Barbara Brandt in front of Dr. Almira Fifield marker

In 2001, when Barbara Fifield Brandt ’71 LAS, EDM ’82, PHD ’87 ED, celebrated the birthday of her father, Norm, she had no idea she would end up with the best gift of all.

Brandt would become the eventual owner of a family memoir that a cousin had brought as a present. Tucked within its 200 pages were a mere few sentences about a distant relative named Almira Fifield.

“I was stunned,” said Brandt, who calls the revelation the “Norm and the Notebook” moment. As a longtime professional in the field of health sciences education, she knew immediately that Fifield had been a “unicorn”—the rarity of being a female physician in the mid-1800s.

More than two decades would pass before Brandt would find the time and energy to trace Fifield’s story. Having served for 17 years as associate vice president for education at the University of Minnesota’s Academic Health Center and founding director of the National Center for Interprofessional Practice and Education, Brandt had never dabbled in genealogical research. Nonetheless, in 2023 she threw herself into uncovering her ancestor’s remarkable story, a gargantuan effort that resulted last year in the establishment of an Indiana state historical marker noting Fifield’s achievements as a medical pioneer and a contributor to the Civil War effort.

Fifield, who spent much of her early life in Porter County, Indiana, graduated in 1859 from the New England Female Medical College (later part of Boston University). With the onset of the Civil War, she offered her professional services to the Union Army, perhaps spurred by the news that her brother had recently been wounded. Told to minimize her medical credentials, Fifield worked as a nurse in a Union hospital in Paducah, Kentucky, where eventually, as her expertise came to light, she headed a surgical ward. She died in 1863 of “congestive chills” and was buried in her hometown of Valparaiso, Indiana.

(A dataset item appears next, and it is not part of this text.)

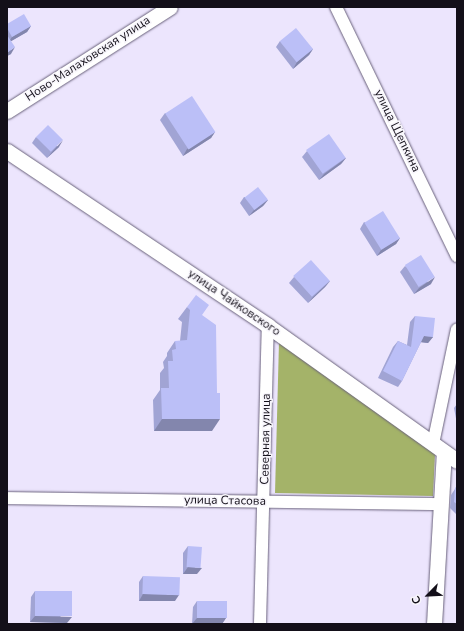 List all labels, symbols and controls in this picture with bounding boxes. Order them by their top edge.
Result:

“I’ve tramped around rural cemeteries and dusty museum basements” across the nation to piece together Fifield’s story, Brandt said. Indeed, one of her most remarkable finds was a trove of 64 wartime letters, written by Fifield’s brother, which included news of his sibling; the missives had been stored by a far-flung family member in the garage of his Florida home. Brandt got her first peek at Fifield’s face when distant kin learned of her quest and reported that Fifield’s photo was affixed to the back of her graduation diploma, which was hanging on the office wall of a Fifield descendant (yet another female physician).

historical photo of Almira Fifield

“What struck me,” Brandt said of her tireless sleuthing, “was how there was so much important history . . . rotting away” in basements of museums, churches, and the like.

“The need to do historic preservation and archiving is just really critical,” she said. “Our history is disappearing.”

Imagine Brandt’s delight when she learned of the Conservation Lab on the campus of her alma mater, toured its premises, and spoke to its faculty and staff. “What I became extremely interested in is the science of preservation and conservation at the Library,” she said. “I was like—this is it! I’ve always been at a research university, and . . . the intersection of libraries and science is just really what I’m excited about,” she said.

That excitement led to the establishment in 2024 of the Barbara F. and Lawrence M. Brandt Library Endowment, which supports preservation and conservation efforts within the Library.

“I’ve always loved the Library,” said Brandt, a longtime donor who can remember the exact table at which she studied in the Main Library as an undergraduate. “I’m very, very happy [about the endowment] as I’ve been looking for something that was meaningful for me to be donating to.”

“She was . . . very committed,” Brandt said of Fifield’s insistence on using her skills to contribute to the Civil War. That commitment to education and service reflects Brandt’s own efforts to honor her forebear, a commitment to preserving history that also proves core to the Library’s longtime mission.